Pre-requisite: Basic knowledge on Golang, point cloud files in .ply and the least square regression method

In this article, we try to use an improved RANSAC algorithm to analyze a cloud point file in .ply format, in order to get equations (ax + by + cz = d) which represent every a plane facade in it. At the mean time, a program 100% in Golang is implemented to read and write information to files in .ply format. Optimizations are done and performance improvements are achieved.

I. Data preparing

The point cloud data used here is collected by an Intel depth device. The relevant methods are discussed in the previous article. In case of using devices other than those fabricated by Intel, modifications should be applied to the program due to the differences in the way that the data and the header are arranged.

Here the data is coded in binary without any space or linefeed, while the header is in ASCII. When reading the file, the header should be parsed first to get useful information such as the quantity of vertices and faces. Then the information is used to read the body of the file.

2. Kernel algorithm

2.1 Start

The essential of RANSAC (Random SAmple Consensus) is to choose some samples randomly to construct a model. If the model satisfies the conditions, it will be kept, otherwise it will be dropped. This process will be repeated until the exit condition is satisfied. In this example, the model to construct is a plane and the samples are 3 points.

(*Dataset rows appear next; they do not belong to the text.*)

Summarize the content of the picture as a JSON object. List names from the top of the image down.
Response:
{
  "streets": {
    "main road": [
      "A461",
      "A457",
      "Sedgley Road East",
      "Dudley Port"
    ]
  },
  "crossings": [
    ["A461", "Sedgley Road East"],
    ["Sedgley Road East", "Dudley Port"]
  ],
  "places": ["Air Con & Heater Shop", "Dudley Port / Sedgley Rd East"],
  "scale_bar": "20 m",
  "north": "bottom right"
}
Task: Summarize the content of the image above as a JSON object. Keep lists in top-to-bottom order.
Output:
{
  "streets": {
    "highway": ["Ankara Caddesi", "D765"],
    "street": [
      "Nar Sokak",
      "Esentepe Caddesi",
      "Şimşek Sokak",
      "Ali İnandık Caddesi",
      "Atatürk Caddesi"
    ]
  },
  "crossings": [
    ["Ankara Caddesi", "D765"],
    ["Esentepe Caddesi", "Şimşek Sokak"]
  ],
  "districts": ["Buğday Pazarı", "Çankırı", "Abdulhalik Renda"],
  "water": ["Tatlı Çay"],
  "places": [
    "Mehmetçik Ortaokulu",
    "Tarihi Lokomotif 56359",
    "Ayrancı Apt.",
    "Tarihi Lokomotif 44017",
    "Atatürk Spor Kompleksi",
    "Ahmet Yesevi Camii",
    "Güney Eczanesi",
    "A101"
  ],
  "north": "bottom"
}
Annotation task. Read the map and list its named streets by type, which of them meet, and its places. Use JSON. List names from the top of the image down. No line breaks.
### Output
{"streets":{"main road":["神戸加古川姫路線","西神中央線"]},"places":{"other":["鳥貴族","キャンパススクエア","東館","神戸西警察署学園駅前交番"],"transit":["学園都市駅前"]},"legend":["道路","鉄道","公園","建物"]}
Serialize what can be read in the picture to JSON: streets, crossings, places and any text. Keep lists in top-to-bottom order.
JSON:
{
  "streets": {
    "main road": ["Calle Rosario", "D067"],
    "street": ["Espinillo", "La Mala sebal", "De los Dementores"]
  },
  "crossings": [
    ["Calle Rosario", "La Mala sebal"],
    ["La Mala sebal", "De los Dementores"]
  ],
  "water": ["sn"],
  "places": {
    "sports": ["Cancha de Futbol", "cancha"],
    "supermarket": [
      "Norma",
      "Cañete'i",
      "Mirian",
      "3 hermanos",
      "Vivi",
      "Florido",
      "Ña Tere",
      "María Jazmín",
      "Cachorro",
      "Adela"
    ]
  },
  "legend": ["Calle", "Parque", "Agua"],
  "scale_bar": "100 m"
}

First, choose a batch of points randomly among all of the samples. This is to reduce the amount of calculation after in the iteration. A parameter should be given by user to define the number of the points in each batch. This parameter has influence on the time and the quality of the calculation.

// pick a batch of n vertices randomly from the vertex slice
vertexBatch := make([]plyfile.VertexMono, 0)
indexBatch := make([]int, 0)
for {
	indexRandom := r.Intn(len(vlist))

	// check if this vertex is already chosen. If not, append the vertex and its index to the batch
	if mymath.ExistIntList(indexBatch, indexRandom) {...}
	vertexBatch = append(vertexBatch, vlist[indexRandom])
	indexBatch = append(indexBatch, indexRandom)
	// end condition
	if len(vertexBatch) == volumeBatch {...}
}

2.2 Main iteration

Choose 3 points randomly to form a plane and compute the distance between all each point in the batch and this plane. If a point is enough near to the plane (controlled by a given parameter that defines the distance), it will be considered as an inline point. If the proportion of inline points in the batch surpasses a a given line, that plane will be a considered as validated and fed to the next step, otherwise this step will be repeated. After a given number of repetitions, the plane which has the most inline points will be taken into next step if none of them surpassed the minimal limit of inline points.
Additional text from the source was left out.